Minha mãe fechou os olhos por um tempo e eu fiquei esperando uma resposta.

— ... E morreu.

Ergui as duas sobrancelhas e fiquei olhando para ela.

Dor, raiva, tristeza, vontade de chorar? Nada. Simplesmente nada.

...

Meu pai morreu sem ter sido um pai. Eu perdi um pai sem uma lembrança paterna, sem uma coisa boa para lembrar.

O vazio continuaria vazio.

...

Entramos em casa e minha irmã mais velha estranhou.

— Oxe. Eu já estava saindo pra encontrar vocês lá.
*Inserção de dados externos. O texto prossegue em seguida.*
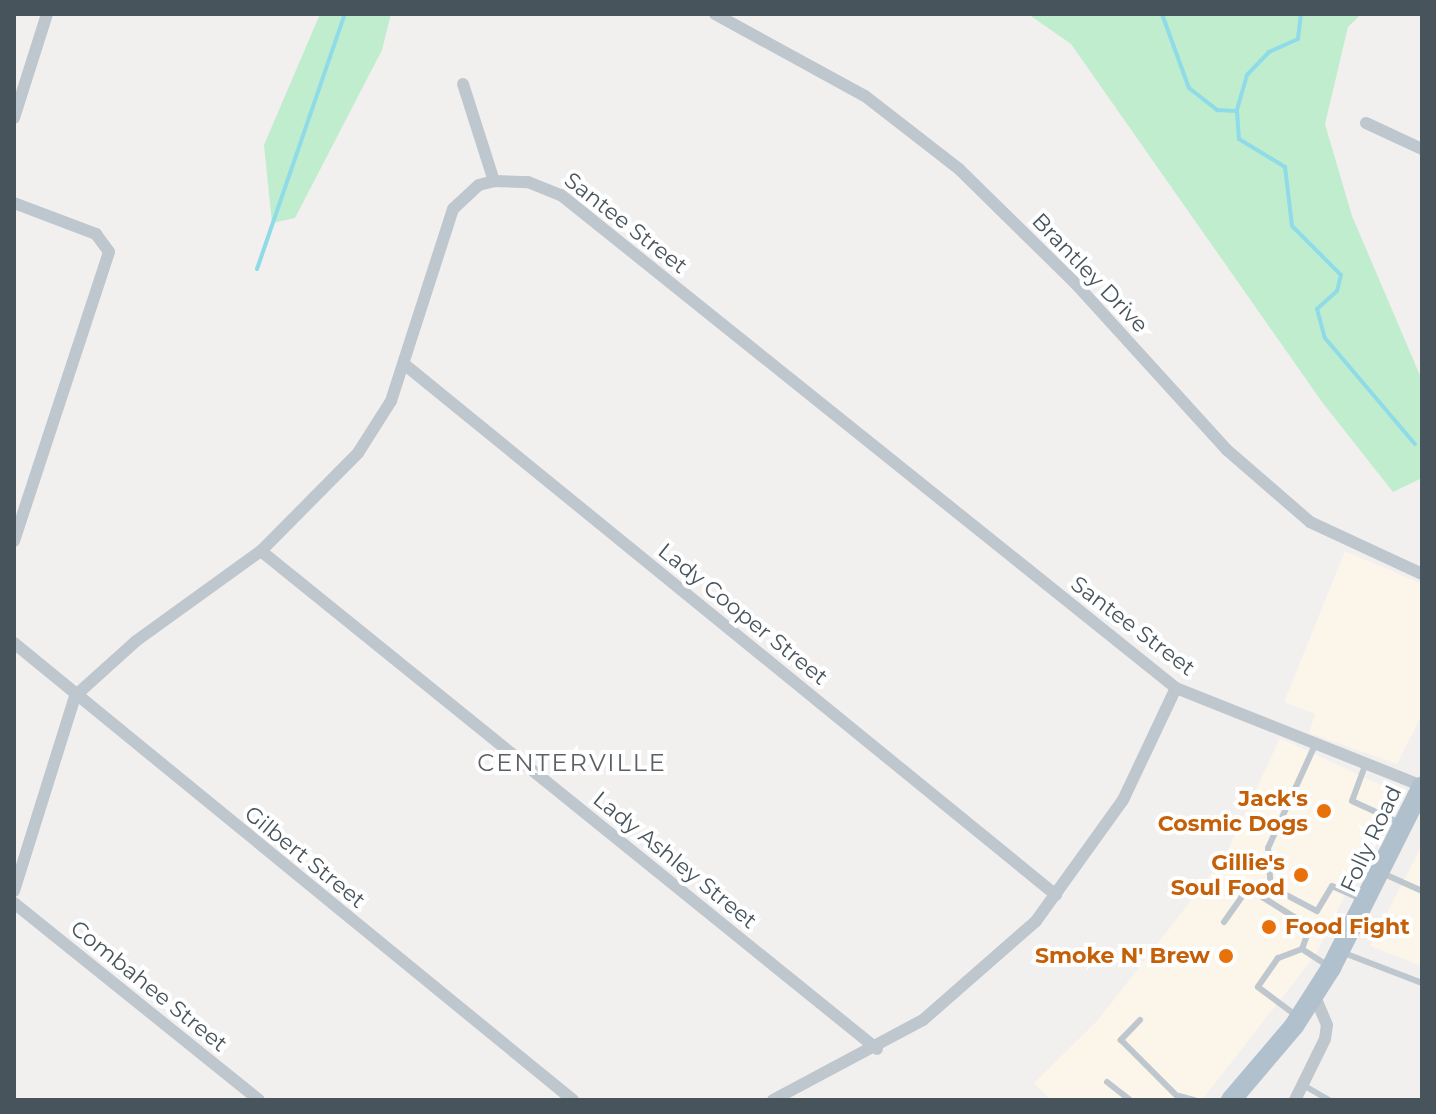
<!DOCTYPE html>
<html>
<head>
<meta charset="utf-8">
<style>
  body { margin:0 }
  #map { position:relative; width:1436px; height:1114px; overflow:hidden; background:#f2efef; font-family:Montserrat,sans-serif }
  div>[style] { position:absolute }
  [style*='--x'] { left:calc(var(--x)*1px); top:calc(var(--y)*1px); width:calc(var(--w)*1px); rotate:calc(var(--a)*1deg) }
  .commercial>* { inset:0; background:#fbf5ea }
  .green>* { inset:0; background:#c0edce }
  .stream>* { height:4px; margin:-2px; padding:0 2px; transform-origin:2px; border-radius:2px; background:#8fdbe8 }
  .lane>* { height:6px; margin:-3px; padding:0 3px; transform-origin:3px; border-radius:3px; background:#bec7cd }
  .street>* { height:12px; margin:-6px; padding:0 6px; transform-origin:6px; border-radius:6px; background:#bec7cd }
  .primary>* { height:20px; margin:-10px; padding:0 10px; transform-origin:10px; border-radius:10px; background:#b0c0cd }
  .dots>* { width:22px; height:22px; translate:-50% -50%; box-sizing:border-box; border:4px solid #fff; border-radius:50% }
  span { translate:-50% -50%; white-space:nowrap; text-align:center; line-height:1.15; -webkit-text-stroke:8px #fff; paint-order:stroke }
  .street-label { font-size:22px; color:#48545c }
  .food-label { font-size:22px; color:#c56008; font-weight:700 }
  .right { translate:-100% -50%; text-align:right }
  .left { translate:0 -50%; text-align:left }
  .neighbourhood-label { font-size:24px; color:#5c6064; letter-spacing:2px }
  .frame { position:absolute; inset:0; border:16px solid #48545c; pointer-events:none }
</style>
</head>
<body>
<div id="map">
  <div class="commercial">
    <div style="clip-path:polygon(1345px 551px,1422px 584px,1422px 715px,1397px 764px,1309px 733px,1315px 714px,1284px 702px)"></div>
    <div style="clip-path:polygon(1280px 738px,1396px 792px,1316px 954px,1202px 1100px,1051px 1100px,1034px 1083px,1098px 1020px,1224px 858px)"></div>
    <div style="clip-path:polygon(1422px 845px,1422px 966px,1370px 946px)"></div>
  </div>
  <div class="green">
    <div style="clip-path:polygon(320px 14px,391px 14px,382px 50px,295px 218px,272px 223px,264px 145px)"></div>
    <div style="clip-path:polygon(1028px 14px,1361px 14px,1348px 27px,1325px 124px,1352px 216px,1422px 380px,1422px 478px,1393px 492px,1322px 402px,1071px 44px)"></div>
  </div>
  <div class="stream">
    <div style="--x:1162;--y:14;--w:79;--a:70"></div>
    <div style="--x:1189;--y:88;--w:36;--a:38"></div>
    <div style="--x:1217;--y:110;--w:20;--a:3"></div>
    <div style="--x:1301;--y:14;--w:25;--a:97"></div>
    <div style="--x:1298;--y:39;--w:32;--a:156"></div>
    <div style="--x:1269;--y:52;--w:32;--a:134"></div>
    <div style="--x:1247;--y:75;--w:37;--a:106"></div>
    <div style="--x:1237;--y:111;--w:28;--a:86"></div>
    <div style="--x:1239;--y:139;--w:54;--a:31.3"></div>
    <div style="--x:1285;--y:167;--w:59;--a:83.2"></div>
    <div style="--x:1292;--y:226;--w:69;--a:45"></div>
    <div style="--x:1341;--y:275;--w:16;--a:104"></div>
    <div style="--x:1337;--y:291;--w:27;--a:138"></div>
    <div style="--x:1317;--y:309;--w:30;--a:75"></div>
    <div style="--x:1325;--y:338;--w:139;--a:49.7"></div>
    <div style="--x:257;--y:269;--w:270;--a:-71"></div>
  </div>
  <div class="lane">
    <div style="--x:1315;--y:745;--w:113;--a:114.5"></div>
    <div style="--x:1268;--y:848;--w:39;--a:86"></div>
    <div style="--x:1271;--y:887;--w:52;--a:27.6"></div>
    <div style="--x:1317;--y:911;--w:29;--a:-59"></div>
    <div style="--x:1332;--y:886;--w:32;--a:24"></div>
    <div style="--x:1366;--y:763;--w:40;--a:110.2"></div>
    <div style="--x:1352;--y:801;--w:51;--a:24.5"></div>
    <div style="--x:1382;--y:873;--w:44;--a:24.2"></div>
    <div style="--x:1224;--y:922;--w:42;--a:-54.8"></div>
    <div style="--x:1248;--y:888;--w:73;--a:32.2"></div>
    <div style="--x:1310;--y:927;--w:23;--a:110"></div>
    <div style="--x:1302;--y:949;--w:26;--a:159"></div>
    <div style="--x:1278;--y:958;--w:35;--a:125"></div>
    <div style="--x:1258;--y:987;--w:50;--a:36.9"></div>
    <div style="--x:1302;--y:949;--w:31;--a:33"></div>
    <div style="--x:1344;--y:953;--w:84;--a:21"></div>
    <div style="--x:1140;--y:1020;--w:28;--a:134"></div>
    <div style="--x:1121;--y:1040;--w:85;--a:45"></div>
    <div style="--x:1107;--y:1082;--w:29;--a:38"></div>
    <div style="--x:1303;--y:1085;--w:30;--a:30"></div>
    <div style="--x:1179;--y:1096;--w:16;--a:15"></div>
  </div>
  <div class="street">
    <div style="--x:715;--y:14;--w:171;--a:28.7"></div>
    <div style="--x:865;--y:96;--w:119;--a:37.8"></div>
    <div style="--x:959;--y:169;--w:164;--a:44.5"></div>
    <div style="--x:1076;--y:284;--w:224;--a:47.7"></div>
    <div style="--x:1227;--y:450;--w:110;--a:40.9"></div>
    <div style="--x:1310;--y:522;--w:123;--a:24.9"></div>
    <div style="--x:463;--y:84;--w:102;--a:72.3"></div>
    <div style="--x:14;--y:118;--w:109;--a:-72.4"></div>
    <div style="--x:1366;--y:123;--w:62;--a:24.9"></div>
    <div style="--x:14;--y:203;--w:88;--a:20.7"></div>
    <div style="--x:96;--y:234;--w:22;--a:54"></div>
    <div style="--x:109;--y:252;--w:304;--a:108.2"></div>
    <div style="--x:404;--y:364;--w:841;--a:39.16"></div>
    <div style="--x:261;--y:551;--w:792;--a:38.95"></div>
    <div style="--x:14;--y:643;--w:722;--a:39.27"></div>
    <div style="--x:14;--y:891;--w:204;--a:-72.6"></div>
    <div style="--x:75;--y:696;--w:82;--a:-42"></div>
    <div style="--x:136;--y:641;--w:154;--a:-35.8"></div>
    <div style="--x:261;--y:551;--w:138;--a:-45.3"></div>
    <div style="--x:358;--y:453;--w:62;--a:-57.6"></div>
    <div style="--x:391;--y:401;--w:202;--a:-72.1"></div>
    <div style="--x:453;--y:209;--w:35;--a:-43"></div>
    <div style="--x:479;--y:185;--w:16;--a:-15"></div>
    <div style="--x:494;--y:181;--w:34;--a:2"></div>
    <div style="--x:528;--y:182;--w:35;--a:22"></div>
    <div style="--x:561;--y:195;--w:788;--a:38.72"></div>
    <div style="--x:1176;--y:688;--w:265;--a:21.7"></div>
    <div style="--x:14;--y:903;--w:314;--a:38.8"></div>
    <div style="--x:773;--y:1100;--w:170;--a:-28.1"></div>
    <div style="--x:923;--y:1020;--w:150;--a:-41.2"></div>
    <div style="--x:1036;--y:921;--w:149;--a:-54.3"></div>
    <div style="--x:1123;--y:800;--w:124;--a:-64.7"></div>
    <div style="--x:1295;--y:1100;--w:68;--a:-63.8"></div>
    <div style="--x:1325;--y:1039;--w:14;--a:-82"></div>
    <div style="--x:1327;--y:1025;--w:34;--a:-113"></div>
  </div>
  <div class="primary">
    <div style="--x:1231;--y:1100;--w:97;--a:-49.6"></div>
    <div style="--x:1294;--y:1026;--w:69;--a:-57.5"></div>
    <div style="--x:1331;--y:968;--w:203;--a:-63.4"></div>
  </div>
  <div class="dots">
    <div style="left:1324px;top:811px;background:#e8710a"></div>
    <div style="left:1301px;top:875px;background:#e8710a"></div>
    <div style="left:1269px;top:927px;background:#e8710a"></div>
    <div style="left:1226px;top:956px;background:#e8710a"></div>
  </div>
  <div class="street-label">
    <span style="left:626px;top:223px;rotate:38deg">Santee Street</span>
    <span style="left:1090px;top:273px;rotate:46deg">Brantley Drive</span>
    <span style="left:743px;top:614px;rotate:39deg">Lady Cooper Street</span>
    <span style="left:1133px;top:626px;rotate:37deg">Santee Street</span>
    <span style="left:1371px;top:839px;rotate:-65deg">Folly Road</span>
    <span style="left:305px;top:857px;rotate:39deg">Gilbert Street</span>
    <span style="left:675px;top:860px;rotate:39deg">Lady Ashley Street</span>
    <span style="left:149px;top:986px;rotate:39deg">Combahee Street</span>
  </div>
  <div class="food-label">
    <span class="right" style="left:1308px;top:811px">Jack's<br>Cosmic Dogs</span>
    <span class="right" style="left:1285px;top:875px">Gillie's<br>Soul Food</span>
    <span class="left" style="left:1285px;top:927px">Food Fight</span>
    <span class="right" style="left:1210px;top:956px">Smoke N' Brew</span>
  </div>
  <div class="neighbourhood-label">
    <span style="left:572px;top:763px">CENTERVILLE</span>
  </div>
  <div class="frame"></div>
</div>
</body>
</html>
Sentei na cama e fiquei olhando para a parede. Ana falava, minha mãe falava, mas eu não escutava. Eu não estava ali.

~

Me peguei lavando a louça enquanto alguns amigos da família chegaram, me abraçaram e falaram aquelas coisas típicas de quando se perde alguém. Mas na minha cabeça ele não tinha morrido. Na minha cabeça ele estava vivo e bem com a família dele em algum lugar do mundo.

...

As vezes não saber ou não ter certeza sobre algo é reconfortante. Eu não sabia onde ele morava e nem o que ele realmente fazia da vida. Mas eu ainda tinha um pai. Não importava se ele não dava a mínima, mas ele estava vivo.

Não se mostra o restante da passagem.